** Opening Records shown block **

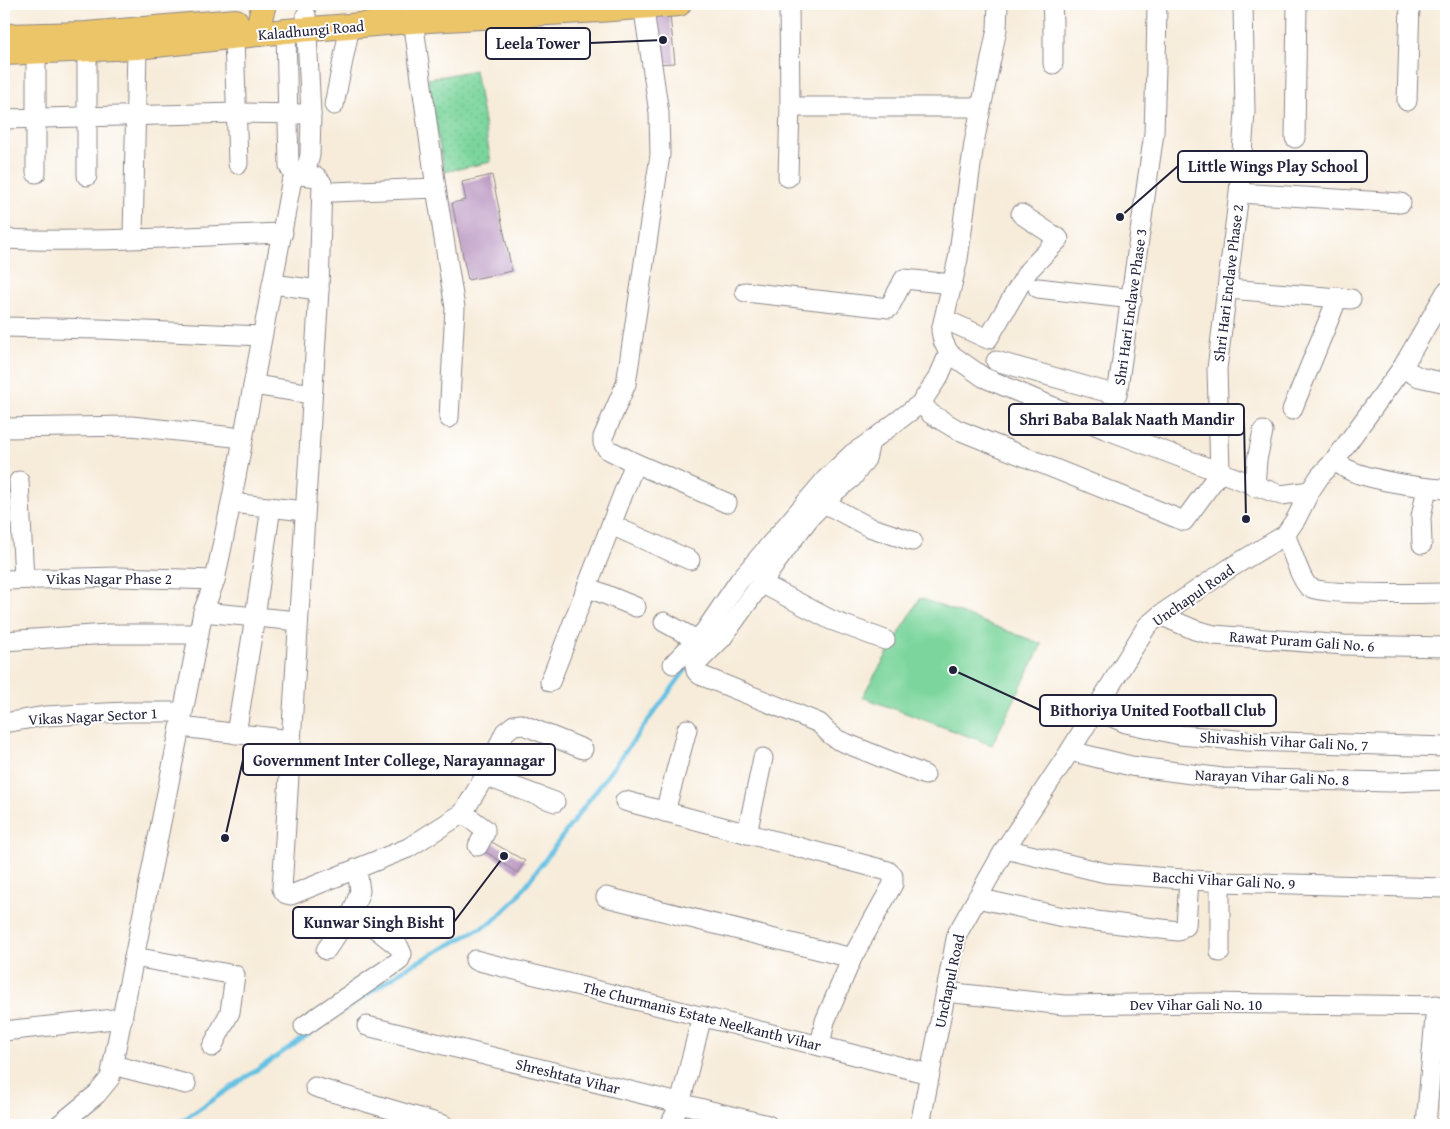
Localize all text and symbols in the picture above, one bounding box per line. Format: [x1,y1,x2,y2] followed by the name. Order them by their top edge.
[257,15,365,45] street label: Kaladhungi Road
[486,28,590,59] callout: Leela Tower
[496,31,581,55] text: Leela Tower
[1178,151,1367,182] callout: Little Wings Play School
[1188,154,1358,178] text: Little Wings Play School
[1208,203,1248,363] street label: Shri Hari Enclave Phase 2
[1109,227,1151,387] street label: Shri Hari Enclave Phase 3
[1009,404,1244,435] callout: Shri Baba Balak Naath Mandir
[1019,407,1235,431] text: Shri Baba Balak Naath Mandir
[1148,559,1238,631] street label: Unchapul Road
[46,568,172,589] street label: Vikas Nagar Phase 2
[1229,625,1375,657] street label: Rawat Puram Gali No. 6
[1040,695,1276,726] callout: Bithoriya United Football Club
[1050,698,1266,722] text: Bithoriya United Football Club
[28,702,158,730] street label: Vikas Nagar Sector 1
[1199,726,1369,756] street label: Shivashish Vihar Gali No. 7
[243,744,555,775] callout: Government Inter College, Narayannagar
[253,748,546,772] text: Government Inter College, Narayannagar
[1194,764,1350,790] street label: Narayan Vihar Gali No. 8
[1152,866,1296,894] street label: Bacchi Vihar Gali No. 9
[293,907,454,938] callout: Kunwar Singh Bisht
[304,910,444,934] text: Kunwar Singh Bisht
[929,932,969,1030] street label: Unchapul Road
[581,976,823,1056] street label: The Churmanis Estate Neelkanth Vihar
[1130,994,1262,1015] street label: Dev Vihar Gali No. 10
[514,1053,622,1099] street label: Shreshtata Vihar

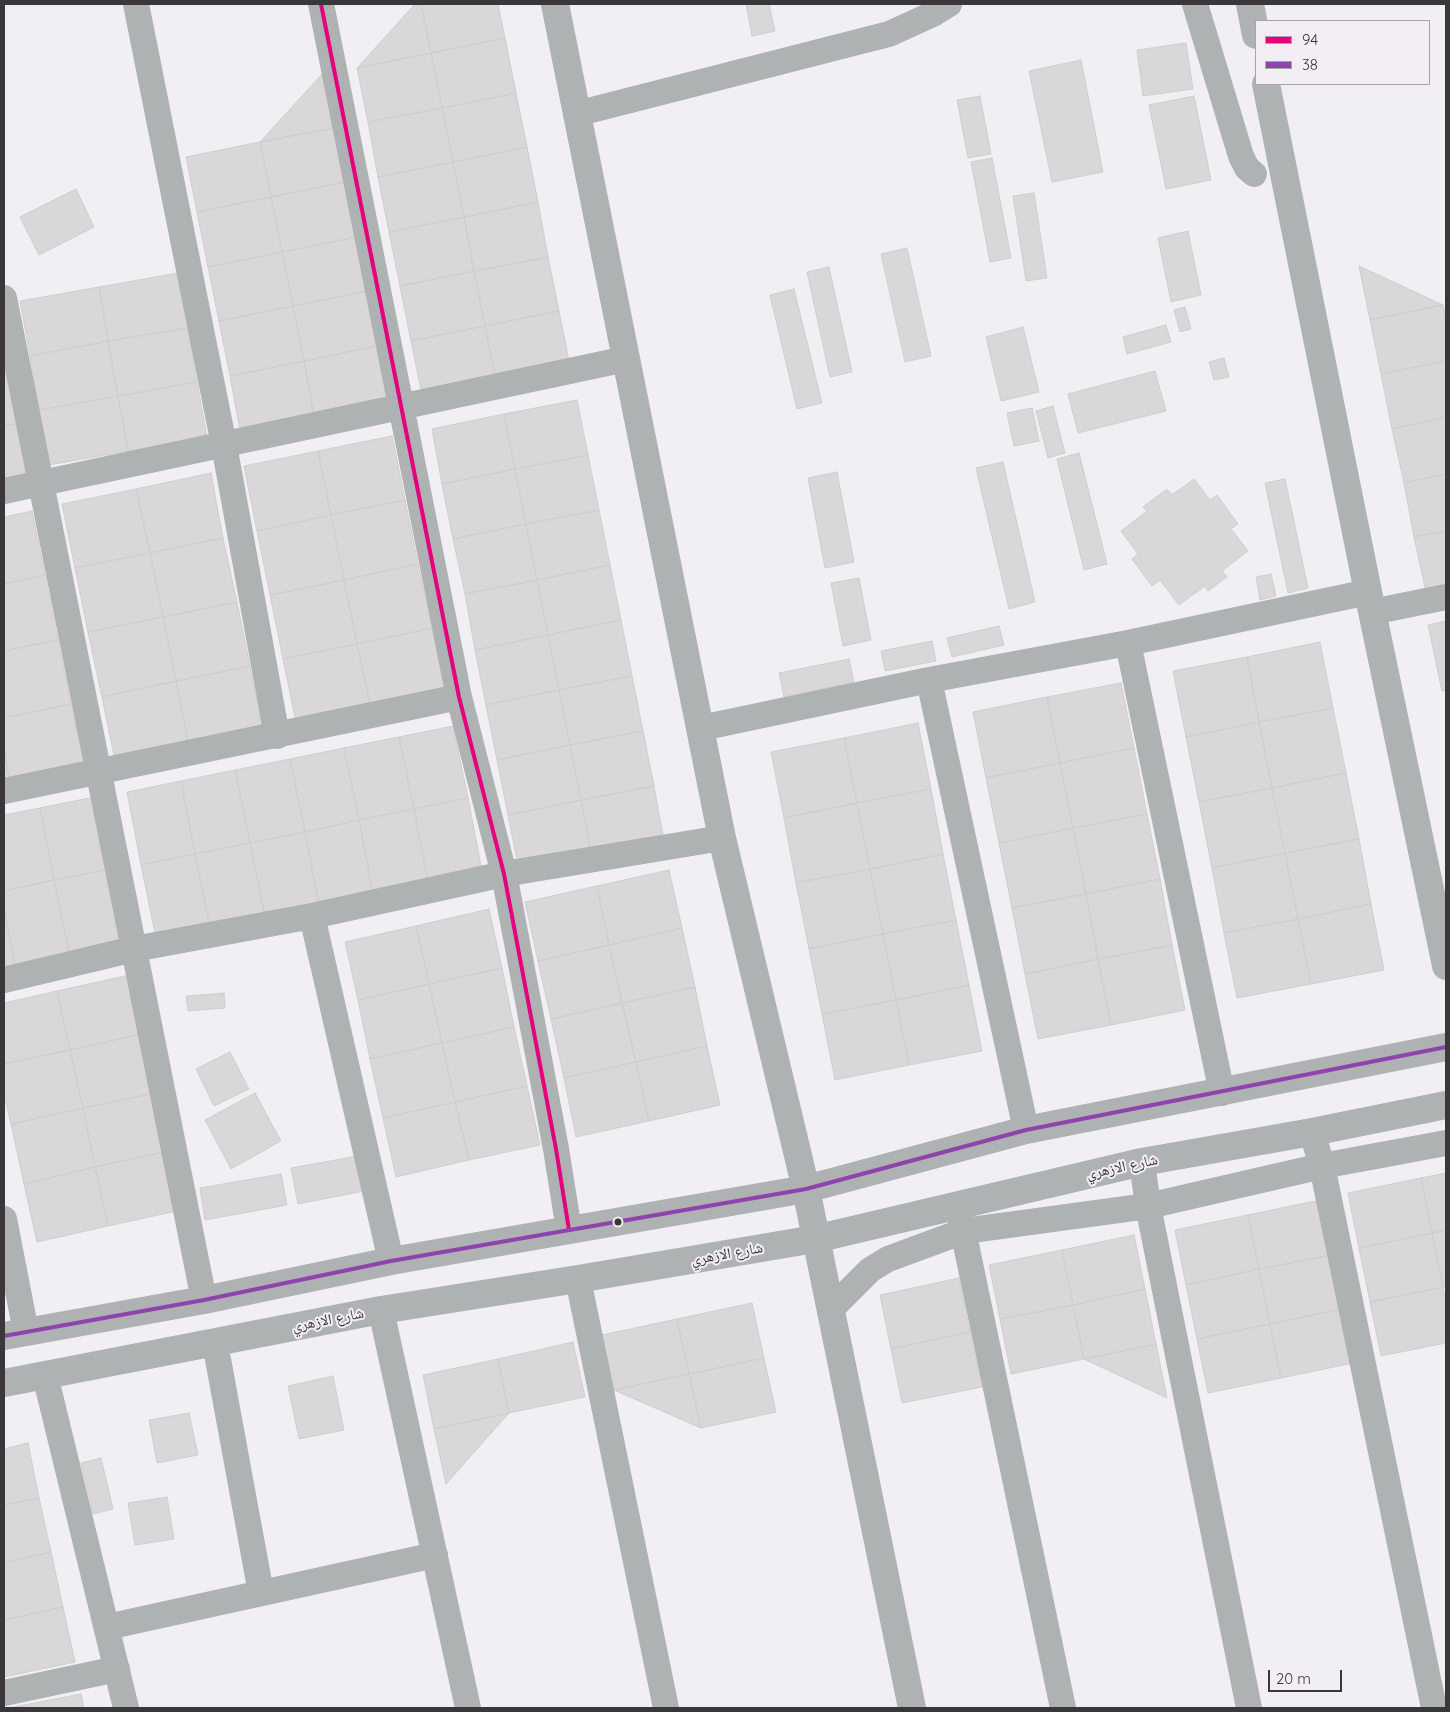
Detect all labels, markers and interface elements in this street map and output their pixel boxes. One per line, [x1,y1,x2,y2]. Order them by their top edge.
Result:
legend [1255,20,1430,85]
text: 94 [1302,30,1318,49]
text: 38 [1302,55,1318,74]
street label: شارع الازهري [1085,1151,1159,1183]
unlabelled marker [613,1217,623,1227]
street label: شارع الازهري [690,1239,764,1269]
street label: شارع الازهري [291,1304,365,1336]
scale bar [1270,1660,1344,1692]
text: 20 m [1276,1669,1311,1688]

** Closing Records shown block **

What the task requires
Write out the entries again word for word. Do not include the pictures.

Solution below
Localize all text and symbols in the picture above, one bounding box per line. Format: [x1,y1,x2,y2] followed by the name. Order them by their top edge.
[257,15,365,45] street label: Kaladhungi Road
[486,28,590,59] callout: Leela Tower
[496,31,581,55] text: Leela Tower
[1178,151,1367,182] callout: Little Wings Play School
[1188,154,1358,178] text: Little Wings Play School
[1208,203,1248,363] street label: Shri Hari Enclave Phase 2
[1109,227,1151,387] street label: Shri Hari Enclave Phase 3
[1009,404,1244,435] callout: Shri Baba Balak Naath Mandir
[1019,407,1235,431] text: Shri Baba Balak Naath Mandir
[1148,559,1238,631] street label: Unchapul Road
[46,568,172,589] street label: Vikas Nagar Phase 2
[1229,625,1375,657] street label: Rawat Puram Gali No. 6
[1040,695,1276,726] callout: Bithoriya United Football Club
[1050,698,1266,722] text: Bithoriya United Football Club
[28,702,158,730] street label: Vikas Nagar Sector 1
[1199,726,1369,756] street label: Shivashish Vihar Gali No. 7
[243,744,555,775] callout: Government Inter College, Narayannagar
[253,748,546,772] text: Government Inter College, Narayannagar
[1194,764,1350,790] street label: Narayan Vihar Gali No. 8
[1152,866,1296,894] street label: Bacchi Vihar Gali No. 9
[293,907,454,938] callout: Kunwar Singh Bisht
[304,910,444,934] text: Kunwar Singh Bisht
[929,932,969,1030] street label: Unchapul Road
[581,976,823,1056] street label: The Churmanis Estate Neelkanth Vihar
[1130,994,1262,1015] street label: Dev Vihar Gali No. 10
[514,1053,622,1099] street label: Shreshtata Vihar

Detect all labels, markers and interface elements in this street map and output their pixel boxes. One per line, [x1,y1,x2,y2]. Order them by their top edge.
Result:
legend [1255,20,1430,85]
text: 94 [1302,30,1318,49]
text: 38 [1302,55,1318,74]
street label: شارع الازهري [1085,1151,1159,1183]
unlabelled marker [613,1217,623,1227]
street label: شارع الازهري [690,1239,764,1269]
street label: شارع الازهري [291,1304,365,1336]
scale bar [1270,1660,1344,1692]
text: 20 m [1276,1669,1311,1688]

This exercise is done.